Activity
Each line from the beginning of the entries below through the line that includes "Task: Serialize what" must be returned exactly as given.

(Beginning of Data under study)

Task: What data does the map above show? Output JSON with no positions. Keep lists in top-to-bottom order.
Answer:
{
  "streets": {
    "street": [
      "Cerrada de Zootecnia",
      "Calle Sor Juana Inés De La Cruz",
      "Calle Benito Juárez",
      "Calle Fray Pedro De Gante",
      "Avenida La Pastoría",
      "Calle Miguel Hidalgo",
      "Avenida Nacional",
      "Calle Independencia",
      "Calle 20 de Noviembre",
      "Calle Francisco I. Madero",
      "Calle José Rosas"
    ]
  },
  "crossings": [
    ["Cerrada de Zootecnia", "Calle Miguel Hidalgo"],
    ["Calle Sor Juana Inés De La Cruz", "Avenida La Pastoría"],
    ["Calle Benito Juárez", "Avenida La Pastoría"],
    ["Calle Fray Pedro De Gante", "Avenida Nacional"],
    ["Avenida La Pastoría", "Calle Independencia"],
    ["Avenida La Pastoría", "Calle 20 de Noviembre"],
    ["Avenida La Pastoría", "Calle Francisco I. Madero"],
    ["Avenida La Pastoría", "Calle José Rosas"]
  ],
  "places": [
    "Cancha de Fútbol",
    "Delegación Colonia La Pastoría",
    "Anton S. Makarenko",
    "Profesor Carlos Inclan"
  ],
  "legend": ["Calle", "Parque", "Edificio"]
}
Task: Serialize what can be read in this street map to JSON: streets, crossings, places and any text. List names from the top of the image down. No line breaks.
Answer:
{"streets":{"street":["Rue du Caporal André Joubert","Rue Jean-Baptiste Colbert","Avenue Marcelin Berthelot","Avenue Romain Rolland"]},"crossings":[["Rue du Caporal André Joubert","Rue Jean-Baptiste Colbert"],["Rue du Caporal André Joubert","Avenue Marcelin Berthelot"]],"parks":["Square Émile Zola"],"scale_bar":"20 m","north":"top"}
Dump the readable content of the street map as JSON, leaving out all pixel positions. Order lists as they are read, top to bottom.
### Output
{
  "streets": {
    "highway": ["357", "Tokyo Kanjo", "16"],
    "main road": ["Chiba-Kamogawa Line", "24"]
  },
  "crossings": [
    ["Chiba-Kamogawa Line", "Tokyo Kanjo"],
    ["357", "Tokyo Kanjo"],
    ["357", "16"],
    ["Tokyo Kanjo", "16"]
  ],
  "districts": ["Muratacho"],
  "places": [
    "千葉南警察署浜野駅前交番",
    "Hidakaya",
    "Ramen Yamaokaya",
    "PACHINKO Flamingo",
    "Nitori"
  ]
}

(End of Data under study)

Task result
Task: What data does the map above show? Output JSON with no positions. Keep lists in top-to-bottom order.
Answer:
{
  "streets": {
    "street": [
      "Cerrada de Zootecnia",
      "Calle Sor Juana Inés De La Cruz",
      "Calle Benito Juárez",
      "Calle Fray Pedro De Gante",
      "Avenida La Pastoría",
      "Calle Miguel Hidalgo",
      "Avenida Nacional",
      "Calle Independencia",
      "Calle 20 de Noviembre",
      "Calle Francisco I. Madero",
      "Calle José Rosas"
    ]
  },
  "crossings": [
    ["Cerrada de Zootecnia", "Calle Miguel Hidalgo"],
    ["Calle Sor Juana Inés De La Cruz", "Avenida La Pastoría"],
    ["Calle Benito Juárez", "Avenida La Pastoría"],
    ["Calle Fray Pedro De Gante", "Avenida Nacional"],
    ["Avenida La Pastoría", "Calle Independencia"],
    ["Avenida La Pastoría", "Calle 20 de Noviembre"],
    ["Avenida La Pastoría", "Calle Francisco I. Madero"],
    ["Avenida La Pastoría", "Calle José Rosas"]
  ],
  "places": [
    "Cancha de Fútbol",
    "Delegación Colonia La Pastoría",
    "Anton S. Makarenko",
    "Profesor Carlos Inclan"
  ],
  "legend": ["Calle", "Parque", "Edificio"]
}
Task: Serialize what can be read in this street map to JSON: streets, crossings, places and any text. List names from the top of the image down. No line breaks.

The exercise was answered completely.